This post is not really for someone who hasn’t seen the film.




Kieslowski has failed in his film to show me his object! Even after a second viewing, a week after the first, I can’t honestly say I grasped the full meaning of the story. I’ve had to rely on the extras on disk 4 plus a range of reviews and comments such as these below:

Three Colors Red by Krzysztof Kieslowski

A complex, comprehensive review by Dan Schreider – he covers every angle – weaving in references to other director’s work. He says after summarising the plot: ” Throughout the film there is the sense that Kern is more than mortal.” I didn’t see that at all until the end of the second viewing.  It is not difficult to see, a certain way through the film, that the the young judge might be in some way connected to the past of retired judge Joseph Kerns, but not immediately. This is because the information contained in the conversations that model/student, Valentine, has with Kern are needed to come to this surmise. Part of the films technique is to propel the story of Augustine the newly appointed judge in the present of Valentine, rather than doing it in a past: Auguste drives a modern 4 x 4  and is living in the same street as Valentine. This suggests something akin to what happens in The Double Life of Veronique, where each Veronique/Weronik is aware of the other at a distance. My impression on first watching Veronique was that Kieslowski was trying to use quantum imagery: particles can connect with each other at great distances, which is highly counter-intuitive.

In Red a new life is acting out in every detail what has happened for another person. Kern talks with Valentine about his life near the end of the film. There is no sense in which he is remembering the past based on earlier cues in the film. It is established that they are both judges early on, which allows the guess that Auguste is Joseph Kern. It is finally confirmed in the late scene when Kern explains – and the camera swoops down to illustrate – he too dropped his law book.
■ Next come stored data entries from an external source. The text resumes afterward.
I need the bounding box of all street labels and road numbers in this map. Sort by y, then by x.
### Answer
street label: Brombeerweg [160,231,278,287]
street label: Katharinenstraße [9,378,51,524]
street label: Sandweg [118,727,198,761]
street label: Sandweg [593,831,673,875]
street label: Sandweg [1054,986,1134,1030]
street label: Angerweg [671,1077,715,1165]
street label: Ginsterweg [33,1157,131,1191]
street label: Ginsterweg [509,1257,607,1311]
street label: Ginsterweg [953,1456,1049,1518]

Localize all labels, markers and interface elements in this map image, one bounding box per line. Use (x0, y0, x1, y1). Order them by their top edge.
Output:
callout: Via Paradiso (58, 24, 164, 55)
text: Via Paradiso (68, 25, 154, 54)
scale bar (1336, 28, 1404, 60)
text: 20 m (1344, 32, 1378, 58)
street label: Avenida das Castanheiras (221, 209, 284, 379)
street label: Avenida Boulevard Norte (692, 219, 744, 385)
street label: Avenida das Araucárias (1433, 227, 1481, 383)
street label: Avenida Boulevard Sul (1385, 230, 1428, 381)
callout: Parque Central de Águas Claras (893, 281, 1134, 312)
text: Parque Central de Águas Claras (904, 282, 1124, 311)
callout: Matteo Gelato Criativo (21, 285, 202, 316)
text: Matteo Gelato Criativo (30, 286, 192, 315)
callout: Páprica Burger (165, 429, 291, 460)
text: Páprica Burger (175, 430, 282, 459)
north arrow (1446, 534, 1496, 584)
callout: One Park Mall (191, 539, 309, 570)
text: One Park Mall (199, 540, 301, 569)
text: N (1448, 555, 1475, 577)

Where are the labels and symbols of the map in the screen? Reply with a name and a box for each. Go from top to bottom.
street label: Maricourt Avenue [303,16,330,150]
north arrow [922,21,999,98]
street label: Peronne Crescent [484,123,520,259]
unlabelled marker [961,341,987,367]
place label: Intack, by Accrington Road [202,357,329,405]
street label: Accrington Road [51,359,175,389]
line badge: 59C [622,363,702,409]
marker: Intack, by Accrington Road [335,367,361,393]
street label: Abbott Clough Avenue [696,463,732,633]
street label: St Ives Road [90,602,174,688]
But even then, knowing The Double Life of Veronique, I was left wondering if this was akin to his notion that music is convergent: that is possible two people could compose exactly the same piece of music in different places or times because as Kieslowki has said, “…the notes are out there.” In Blue, this is toyed with over the tune the street musician is playing being like the concerto. (Though at one point sheet music for the unfinished music is thrown away….)

Kieslowski has said all his films are the same film. This is certainly true of Three Colours and Veronique, where such things as the fictional composer Von Budenmayer in Veronique appearing in Red, which is all explained well by Schreider.

Demystifying Three Colors: Red by Anthony Leong

While Auguste is crossing the street one night, the elastic holding his books together snaps, and the books fall onto the street. One book falls open on a certain page, which he reads, and his subsequent exam asks a question relevant to that material. The same thing happened to the older judge, only thirty-five years earlier and in an auditorium.

Yes, but in the film chronology this is only explained for Judge Kern right at the end of the movie. Until that point the two events have not been conjoined. Not pointing this out does not help in demystifying the film!

Schreider suggests something which helps tie in Blue, White and Red.  We learn from the extras on disc 4 that all three films were made at the same time (though not exactly how and how and when they were edited):

…given the time frames of the three films, the ending of Red could have happened before the ending of White, since that film takes place over the longest span of time — almost two years.

How many people might have seen, after watching all three in the correct order, that our hero went on to divorce his wife in the Paris courts, survive the ferry disaster and go on to success in post-communist Poland.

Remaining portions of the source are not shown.